Va, anzitutto, sgomberato il campo sulla sussumibilità delle quote societarie nella nozione di beni mobili, anche ai sensi e per gli effetti di cui all’art. 670 c.p.c., rappresentando esse beni immateriali ma suscettibili di formare oggetto di diritti (trasferimento inter vivos e mortis causa, assoggettabilità ad esecuzione forzata ecc.) pur con le limitazioni che in concreto possono essere stabilite dai singoli statuti (così, in parte motiva, Cass. 2 febbraio 2009, n. 2569).
Sussistente è, anche, evidentemente, nel caso di specie, una controversia in tema di proprietà e possesso dei predetti beni, in quanto la M chiede l’accertamento della propria contitolarità sulle predette quote, contestata, invece, dal marito.
Tanto premesso in punto di ammissibilità, in ordine al fumus boni iuris occorre osservare che i coniugi, dopo l’iniziale assoggettamento ex lege (in mancanza di diversa volontà) al regime patrimoniale della comunione dei beni, hanno scelto il regime della separazione con convenzione a rogito notar P del 18 maggio 2010, rep. …, racc. …, prevedendo espressamente, quanto agli acquisti effettuati in precedenza, che gli stessi sarebbero rimasti in comunione ordinaria.
La M allega che tra questi beni rientrerebbero anche le quote di partecipazione del marito a due società costituite (incontestatamente) in costanza di matrimonio, la S s.a.s. e la G s.r.l.. Il P deduce, invece, che i proventi di tali partecipazioni non sarebbero entrati in comunione legale (poi diventata comunione ordinaria in forza della convenzione del 18 maggio 2010), bensì in comunione de residuo, il che determinerebbe l’attribuzione alla M di un diritto di credito pari alla metà del valore di quanto spetterà al P al verificarsi di una delle cause di scioglimento delle predette società.
La difesa del P (condivisa anche dalle altre società partecipanti al giudizio) non pare cogliere nel segno, ferma, evidentemente, la possibilità di una differente valutazione in sede di merito.
Come detto, infatti, le quote di società possono assimilarsi ai beni mobili ai fini dell’individuazione del loro regime giuridico generale (cfr. Cass. 2569/2009 cit.), sicché nulla pare ostare all’inquadrabilità delle quote acquistate dal singolo coniuge in regime di comunione legale nella comunione immediata, in virtù dell'ampio tenore dell'art. 177 comma 1 lett. a) c.c. – che parla genericamente di acquisti compiuti in costanza di matrimonio - e in conformità alla "ratio" delle norme sulla comunione, che è quella di realizzare pienamente, anche sul piano dei rapporti patrimoniali, la dimensione comunitaria della vita familiare (ratioche impone, peraltro, un favor communionis nella stessa interpretazione delle norme codicistiche).
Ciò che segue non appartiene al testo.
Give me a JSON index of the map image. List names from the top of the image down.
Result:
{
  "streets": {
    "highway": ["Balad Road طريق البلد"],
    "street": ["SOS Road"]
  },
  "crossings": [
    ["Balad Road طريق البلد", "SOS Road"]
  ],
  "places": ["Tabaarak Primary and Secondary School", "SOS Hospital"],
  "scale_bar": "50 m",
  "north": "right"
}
D’altra parte, anche a voler fare propria la tesi dei convenuti e della terza intervenuta, secondo cui le quote acquistate dal P in costanza di matrimonio rientrerebbero in comunione differita ex art. 178 c.c. in quanto beni strumentali all’esercizio di un’attività di impresa da parte del P, ciò non varrebbe ad escludere, almeno a livello di delibazione sommaria, un diritto della M alla contitolarità delle quote medesime, dovendosi verificare l’esistenza di un simile diritto non al momento (futuro) dello scioglimento della società, bensì al momento (passato) dello scioglimento della comunione legale, coerentemente ai dettami di cui all’art. 178 c.c.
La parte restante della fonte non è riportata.